"Every girl in my corridor," said Miss Lord, with compressed lips, "has come to me separately, and begged to have Patty moved back to the West Wing with Constance and Priscilla."
"Patty! Mon Dieu!" Mademoiselle rolled a pair of speaking eyes to heaven. "The things that child thinks of! She is one little imp."
"You remember," the Dowager addressed Miss Lord, "I said when you suggested separating them, that it was a very doubtful experiment. Together, they exhaust their effervescence on each other; separated—"
"They exhaust the whole school!" cried Miss Wadsworth, on the verge of tears. "Of course they don't mean it, but their unfortunate dispositions—"
"Don't mean it!" Miss Lord's eyes snapped. "Their heads are together planning fresh escapades every moment they are not in class."
"But what have they done?" persisted Mrs. Trent.
Miss Wadsworth hesitated a moment in an endeavor to choose examples from the wealth of material that presented itself.
"I found Priscilla deliberately stirring up the contents of Keren's bureau drawers with a shinny stick, and when I asked what she was doing, she replied without the least embarrassment, that she was trying to teach Keren to be less exact; that Mrs. Trent had asked her to do it."
"Um," mused the Dowager, "that was not my precise request, but no matter."
"But the thing that has really troubled me the most," Miss Wadsworth spoke diffidently, "is a matter almost a blasphemy. Keren has a very religious turn of mind, but an unfortunate habit of saying her prayers out loud. One night, after a peculiarly trying day, she prayed that Priscilla might be forgiven for being so aggravating. Whereupon Priscilla knelt before her bed, and prayed that Keren might become less self-righteous and stubborn, and more ready to join in the sports of her playmates with generosity and openness of spirit. They carried on—well, really, one might almost call it a praying match."

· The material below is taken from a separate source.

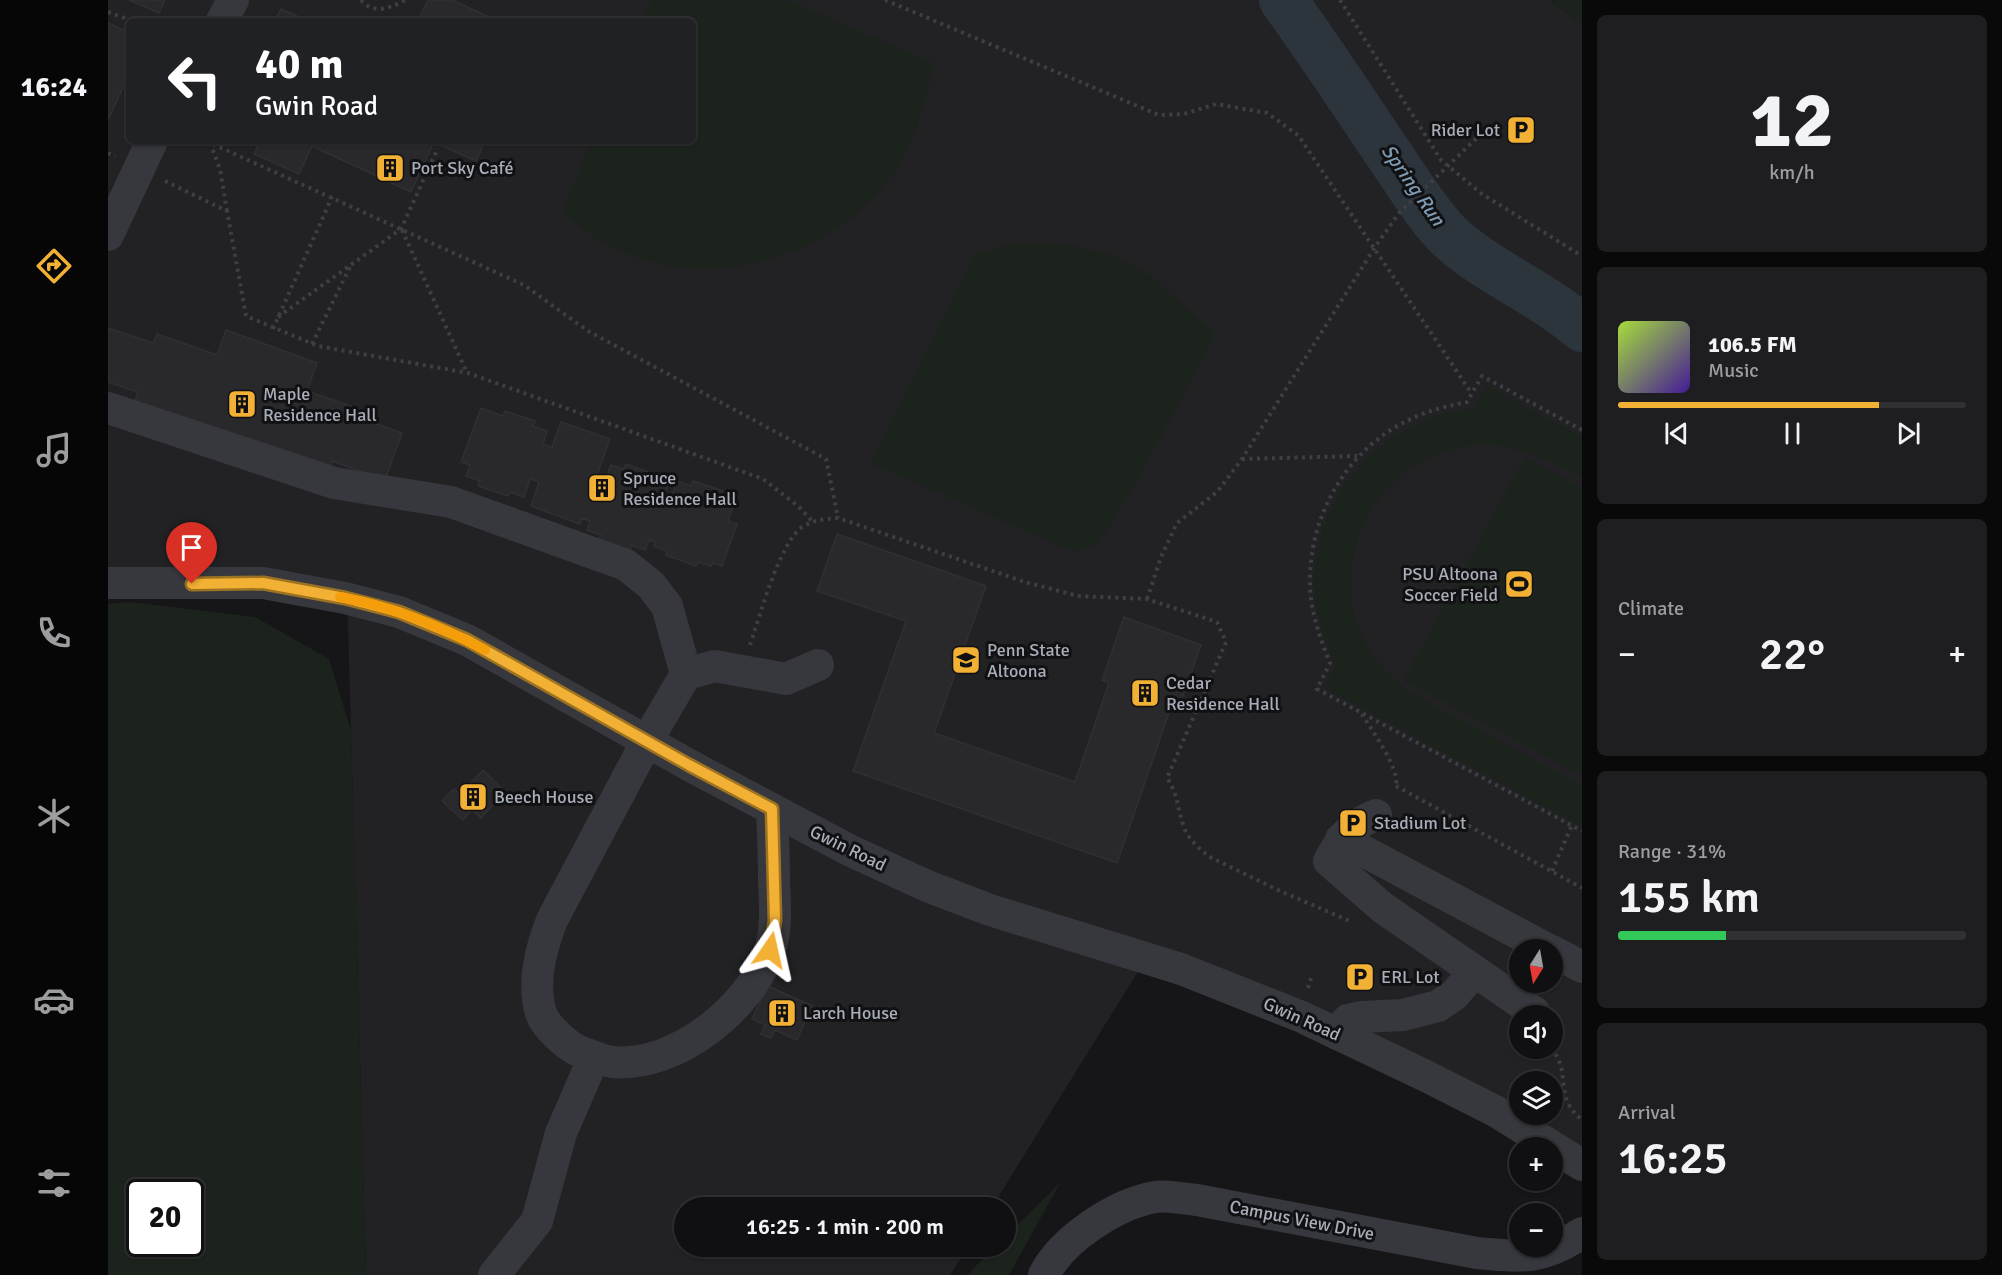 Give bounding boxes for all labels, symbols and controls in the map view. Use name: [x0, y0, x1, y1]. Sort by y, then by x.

"Shocking!" cried Miss Lord.
"And little Aurelie Deraismes—they have been drilling the child in—er—idiomatic English. The phrase that I overheard her repeating, seemed scarcely the expression that a lady would use."
"What was it?" inquired the Dowager, with a slightly expectant note.
"I'll be gum-swizzled!"
Miss Wadsworth colored a deep pink. It was foreign to her nature even to repeat so doubtful an expression.
The Dowager's lips twitched. It was a fact, deplored by her assistants, that her sense of humor frequently ran away with her sense of justice. A very naughty little girl, if she managed to be funny, might hope to escape; whereas an equally naughty little girl, who was not funny, paid the full penalty of her crime. Fortunately, however, the school at large had not discovered this vulnerable spot in the Dowager's armor.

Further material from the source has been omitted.